Every company wants to know how productive their employees are. That’s natural. If there is a problem, the people at the top need to know where it is, what it is, and how to address it. The way companies keep track of everything is to break everything said and done in the company down into numbers and record it in the form of metrics. This may seem like a good idea, until the metrics start creating issues of their own.
Company heads love the idea of metrics. They want to be able to quantify everything. Sometimes in their lust for assigning numbers, they prioritize the wrong things. To give you an example, a former director at one software company would praise the developers for writing x lines of code. The larger x was, the happier the director was. Any developer worth his salt knows that more lines of code =/= more productivity. In fact, a good developer is more productive with fewer lines of code.
Software development is a thought discipline. Often, the most productivity comes from what appears to be nothing. Trust me, that “nothing” can become something awesome. Developers spend a lot of their time researching issues and contemplating problems. When they solve the puzzle, they use the least amount of code possible to ensure that their code is easily read by others who look at it later.
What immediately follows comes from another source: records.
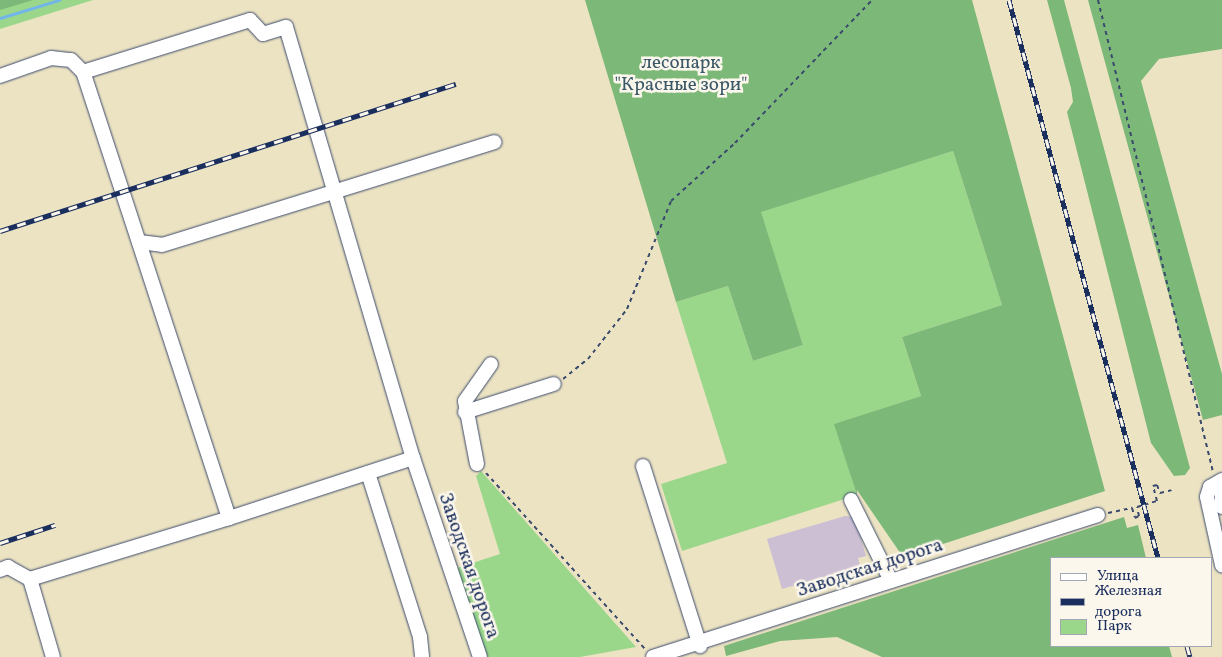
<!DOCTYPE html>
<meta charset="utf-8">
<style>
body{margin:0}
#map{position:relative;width:1222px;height:657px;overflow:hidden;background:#ece3c3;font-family:Vollkorn,serif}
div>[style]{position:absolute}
.industrial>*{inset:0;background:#ccbfd4}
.green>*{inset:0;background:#9bd78b}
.forest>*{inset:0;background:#7cb877}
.stream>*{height:3px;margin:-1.5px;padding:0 1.5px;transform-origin:1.5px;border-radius:1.5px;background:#72b6e8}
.path>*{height:2px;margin-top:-1px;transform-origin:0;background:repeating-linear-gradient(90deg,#3a4a6d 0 4px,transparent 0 8px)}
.roads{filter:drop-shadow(0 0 1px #3a4a6d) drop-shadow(0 0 1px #3a4a6d)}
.minor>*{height:14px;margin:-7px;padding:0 7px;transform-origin:7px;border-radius:7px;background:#fff}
.rail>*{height:5px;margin-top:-2.5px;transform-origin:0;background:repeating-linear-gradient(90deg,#fbf7ec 0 9px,#1b2f5e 0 18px);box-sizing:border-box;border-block:1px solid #1b2f5e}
span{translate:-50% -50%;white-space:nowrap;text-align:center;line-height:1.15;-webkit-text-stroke:5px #fbf7ec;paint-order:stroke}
.park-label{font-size:19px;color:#3b5969}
.street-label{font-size:19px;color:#1b2f5e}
.legend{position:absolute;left:1050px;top:557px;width:162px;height:90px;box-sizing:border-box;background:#fbf7ec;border:1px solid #a1a7b3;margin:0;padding:6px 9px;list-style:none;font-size:15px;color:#1b2f5e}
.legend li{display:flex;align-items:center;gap:10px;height:25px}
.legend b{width:25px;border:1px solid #a1a7b3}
</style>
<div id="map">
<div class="industrial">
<i style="clip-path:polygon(845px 516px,855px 517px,866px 556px,858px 558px,860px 566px,782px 589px,767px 539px)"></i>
</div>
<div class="green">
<i style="clip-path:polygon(0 0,93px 0,0 29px)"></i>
<i style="clip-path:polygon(953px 151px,1002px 305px,902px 337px,921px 396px,835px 424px,857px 495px,682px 551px,661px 484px,727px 463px,676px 302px,728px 286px,753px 361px,803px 345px,760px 212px)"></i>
<i style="clip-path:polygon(481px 471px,636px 647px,580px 657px,487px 657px,454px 569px,500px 554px,476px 476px)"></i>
</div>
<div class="forest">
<i style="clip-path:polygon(0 0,33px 0,0 10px)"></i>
<i style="clip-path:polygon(585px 0,972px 0,1105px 491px,903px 557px,857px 490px,857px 495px,834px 424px,921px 396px,902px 337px,1002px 305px,953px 151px,761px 212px,803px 345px,753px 361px,728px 286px,676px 302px)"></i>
<i style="clip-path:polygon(1047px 0,1064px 0,1190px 468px,1185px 475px,1174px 476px,1151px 443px,1067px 112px,1073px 102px,1071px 88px)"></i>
<i style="clip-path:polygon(1088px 0,1222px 0,1222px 49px,1159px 59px,1141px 81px,1222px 374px,1222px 415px,1203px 420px)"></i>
<i style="clip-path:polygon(1124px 517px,1127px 528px,1138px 525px,1146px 558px,1051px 558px,1051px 646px,1169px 646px,1172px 657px,882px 657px,837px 637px,780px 641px,726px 656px,724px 646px)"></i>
</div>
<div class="stream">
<i style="left:0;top:18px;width:62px;rotate:-17deg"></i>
</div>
<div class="path">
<i style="left:1098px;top:0;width:487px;rotate:76.3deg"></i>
<i style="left:563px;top:379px;width:32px;rotate:-39deg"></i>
<i style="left:588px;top:359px;width:63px;rotate:-52deg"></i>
<i style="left:627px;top:309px;width:117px;rotate:-67.8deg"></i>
<i style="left:671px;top:201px;width:86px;rotate:-42.2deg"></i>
<i style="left:735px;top:143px;width:198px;rotate:-46.2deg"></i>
<i style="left:486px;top:473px;width:237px;rotate:47.9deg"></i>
<i style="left:1108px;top:513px;width:25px;rotate:-12deg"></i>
<i style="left:1132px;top:508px;width:10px;rotate:73deg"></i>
<i style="left:1135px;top:518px;width:4px;rotate:-27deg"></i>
<i style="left:1139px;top:516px;width:9px;rotate:-103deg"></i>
<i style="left:1137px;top:507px;width:21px;rotate:-17deg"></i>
<i style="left:1157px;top:501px;width:16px;rotate:-105deg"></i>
<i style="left:1153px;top:486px;width:4px;rotate:-14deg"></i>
<i style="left:1157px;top:485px;width:9px;rotate:69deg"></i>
<i style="left:1160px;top:493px;width:12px;rotate:-14deg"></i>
</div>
<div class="roads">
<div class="minor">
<i style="left:250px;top:20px;width:19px;rotate:47deg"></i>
<i style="left:263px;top:34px;width:24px;rotate:-17deg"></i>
<i style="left:286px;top:27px;width:449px;rotate:73.6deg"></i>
<i style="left:413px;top:458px;width:194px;rotate:161.9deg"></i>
<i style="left:229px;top:518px;width:469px;rotate:-108.1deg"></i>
<i style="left:83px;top:72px;width:175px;rotate:-17.3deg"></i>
<i style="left:0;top:76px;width:54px;rotate:-19.4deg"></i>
<i style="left:51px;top:58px;width:20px;rotate:6deg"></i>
<i style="left:71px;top:60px;width:17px;rotate:45deg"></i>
<i style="left:139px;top:242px;width:23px;rotate:7deg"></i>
<i style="left:162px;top:245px;width:348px;rotate:-17.2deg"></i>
<i style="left:465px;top:412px;width:93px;rotate:-17.5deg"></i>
<i style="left:413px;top:458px;width:210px;rotate:71.4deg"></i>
<i style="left:477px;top:464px;width:64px;rotate:-100.8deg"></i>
<i style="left:465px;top:401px;width:45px;rotate:-54.9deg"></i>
<i style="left:643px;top:466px;width:189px;rotate:72.4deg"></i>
<i style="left:368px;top:473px;width:172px;rotate:72.4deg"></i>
<i style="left:420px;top:637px;width:20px;rotate:84deg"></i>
<i style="left:1222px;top:480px;width:14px;rotate:150deg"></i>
<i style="left:1210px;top:487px;width:10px;rotate:107deg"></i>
<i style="left:1207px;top:497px;width:70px;rotate:77.6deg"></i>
<i style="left:1222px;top:485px;width:22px;rotate:90deg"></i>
<i style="left:851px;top:500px;width:90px;rotate:63.7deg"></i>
<i style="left:0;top:570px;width:9px;rotate:-21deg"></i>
<i style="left:8px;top:567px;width:25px;rotate:29deg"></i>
<i style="left:30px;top:579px;width:81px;rotate:73.6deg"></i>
<i style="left:30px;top:579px;width:208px;rotate:-17deg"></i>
<i style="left:653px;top:657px;width:467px;rotate:-17.7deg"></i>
</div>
</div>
<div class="rail">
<i style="left:1009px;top:0;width:578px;rotate:75.05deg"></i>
<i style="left:0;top:231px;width:479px;rotate:-17.9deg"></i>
<i style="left:0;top:543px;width:58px;rotate:-18.1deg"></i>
<i style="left:1187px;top:646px;width:11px;rotate:75deg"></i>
</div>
<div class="park-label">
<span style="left:681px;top:75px">лесопарк<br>"Красные зори"</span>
</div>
<div class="street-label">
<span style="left:468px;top:566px;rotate:71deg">Заводская дорога</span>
<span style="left:870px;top:569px;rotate:-18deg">Заводская дорога</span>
</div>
<ul class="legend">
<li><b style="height:6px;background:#fff"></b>Улица</li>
<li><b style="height:6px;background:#1b2f5e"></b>Железная дорога</li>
<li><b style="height:14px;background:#9bd78b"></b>Парк</li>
</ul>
</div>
So, if lines of code are not a good metric for companies to use, what is? Some companies use “velocity”. Velocity is an arbitrary metric meant to describe the amount of “work done” in an Agile environment. There are a lot of issues here. To begin with, nobody truly knows what velocity is. To give you an example of what I mean, Agile Alliance defines velocity like this:
At the end of each iteration, the team adds up effort estimates associated with user stories that were completed during that iteration. This total is called velocity. Agile Alliance
That doesn’t really clear things up for people. Velocity is usually calculated using a point system. This is where everything tends to fall apart. A lot of Agile coaches will advise companies to start out with 1 point = 1 day. Unfortunately, company heads are incapable of understanding the words start out. Once a company head hears 1 point = 1 day, that company’s Agile metrics are corrupted forever, or until the entire upper management has rotated out.
Each developer works differently. Each developer uses different tools, and works at a different pace. A broad spectrum metric like 1 point = 1 day cannot cover the complexities of an Agile team. That’s why the velocity is calculated after the iteration. If a company wants an average velocity, it will obviously have to wait several iterations to obtain that data. Velocity is meant for the development team to use within the team. For management to use velocity externally to berate developers defeats the purpose. 1
Of course, the only metric that the Agile framework strives for is the amount of value realized, which is done through KPIs.
Value itself is hard to quantify, but KPIs can be used to measure how effective we in delivering value. Doshi, Hiren
Then we have the central principles of Agile. The scrum master’s job is to protect the team from outside distractions. The concept of metrics in an Agile setting creates a distraction that takes the developers’ focus away from the product. The team becomes more worried about meeting the arbitrary metric than the needs of the product.
Perhaps there is a place for metrics as an afterthought in software development, but the productivity is evident. When the assigned tasks are completed every iteration, it is clear that the developers are producing. When the new releases are deployed, on time, with all the requested features, it is clear that the developers are producing. If the company needs to prove to others that the developers are producing through arbitrary numbers, perhaps those numbers belong in a back room somewhere. Let the developers remain on the floor doing what they do best…produce.